Jeszcze tydzień temu prezes Wizz Aira nie był zbyt optymistyczny przy okazji omawiania wyników finansowych linii, jednak teraz znów jest w lepszym nastroju.
– Widzimy mniejsze restrykcje w Europe i znów rozwijamy swoją ofertę, a to oznacza, że w ciągu jednego lub dwóch miesięcy będziemy latali więcej niż latem 2019 roku – mówi Varadi.
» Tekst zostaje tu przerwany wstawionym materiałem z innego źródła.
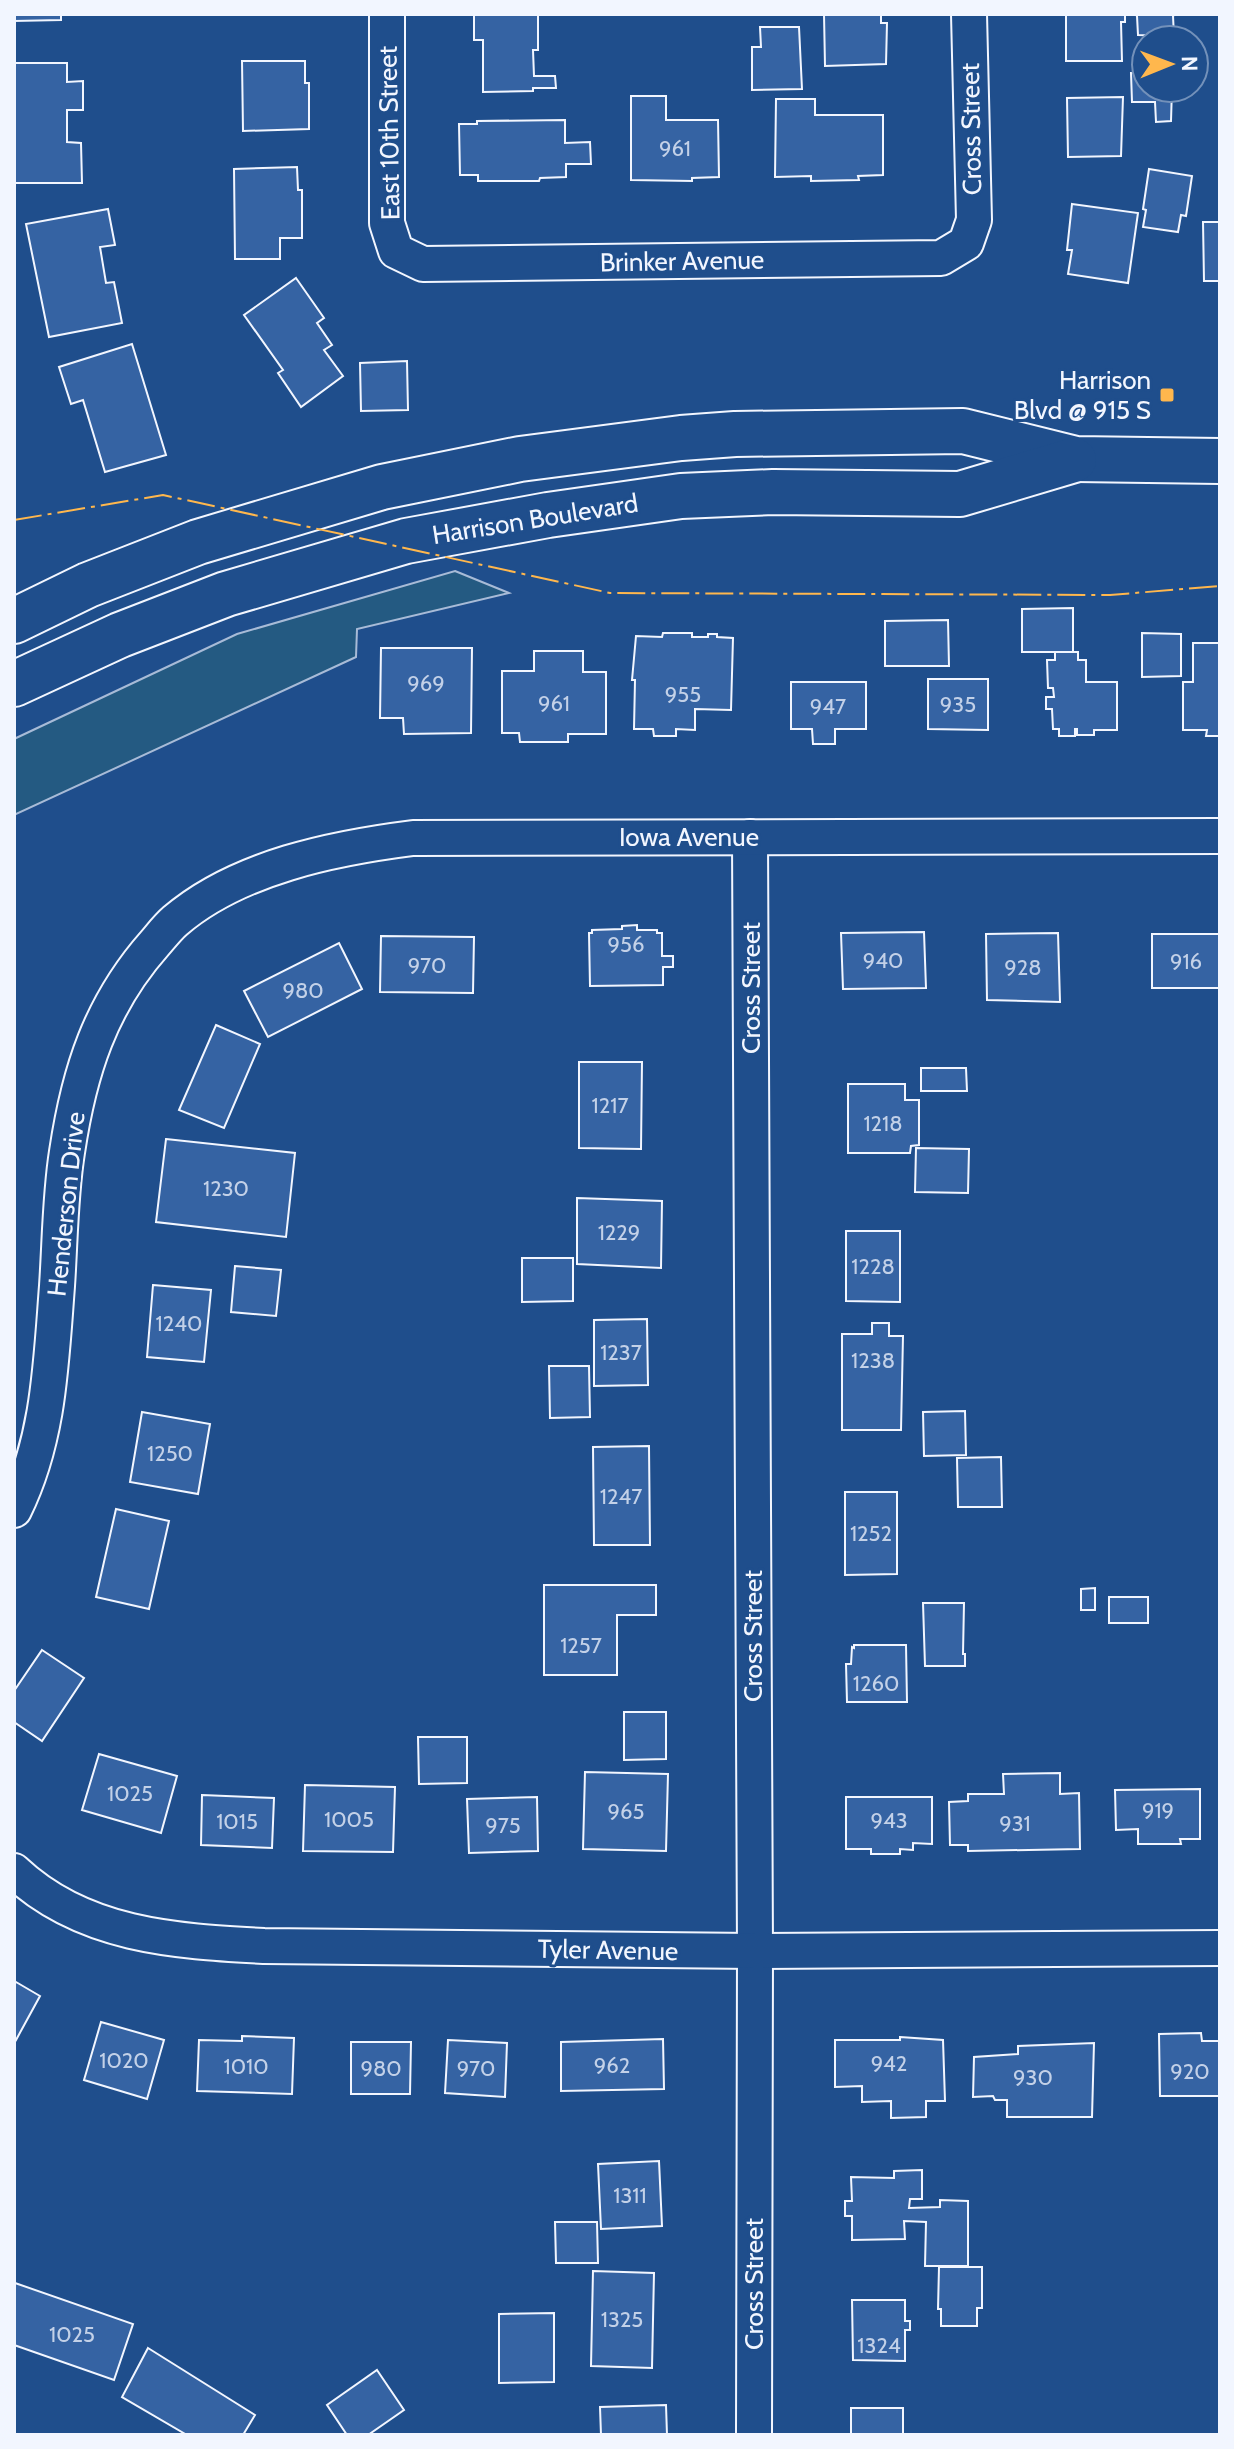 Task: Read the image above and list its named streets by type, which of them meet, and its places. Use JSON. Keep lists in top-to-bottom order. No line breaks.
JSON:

Jednak najciekawsza z jego wystąpienia była deklaracja dotycząca znacznie większej elastyczności, jaką zamierza wprowadzić przewoźnik w kształtowaniu swojej siatki połączeń. W tym przypadku oznacza to, że Wizz Air będzie błyskawicznie, nawet z dnia na dzień otwierała nowe bazy operacyjne, ale też zamykał bazy i przenosił swoje załogi z kraju do kraju, gdzie ma większe szanse na rozwój. Które bazy są zagrożone? Varadi wskazał kraje, które utrzymują koronawirusowe restrykcje.
– Naszym priorytetem zawsze była rentowność. W przeszłości szybko podejmowaliśmy decyzję o przenoszeniu naszych samolotów w miejsca, które dają nam większą szansę rozwoju i tak samo będzie teraz – mówi Varadi.
Dokąd Wizz Air mógłby przenieść swoje samoloty? Varadi nie odpowiada wprost, ale twierdzi, że raczej nie będzie miał z tym problemu, bo jak mówi prezes Wizz Aira, „dziesiątki lotnisk w Europie praktycznie błagają nas o to, żebyśmy się u nich pojawili”.
– Widzimy znacznie więcej szans rozwoju niż mamy aktualnie możliwości ze względu na ograniczoną liczbę samolotów, więc bardzo starannie podchodzimy do podejmowania decyzji w sprawie miejsc, w których zainwestujemy – mówi Varadi.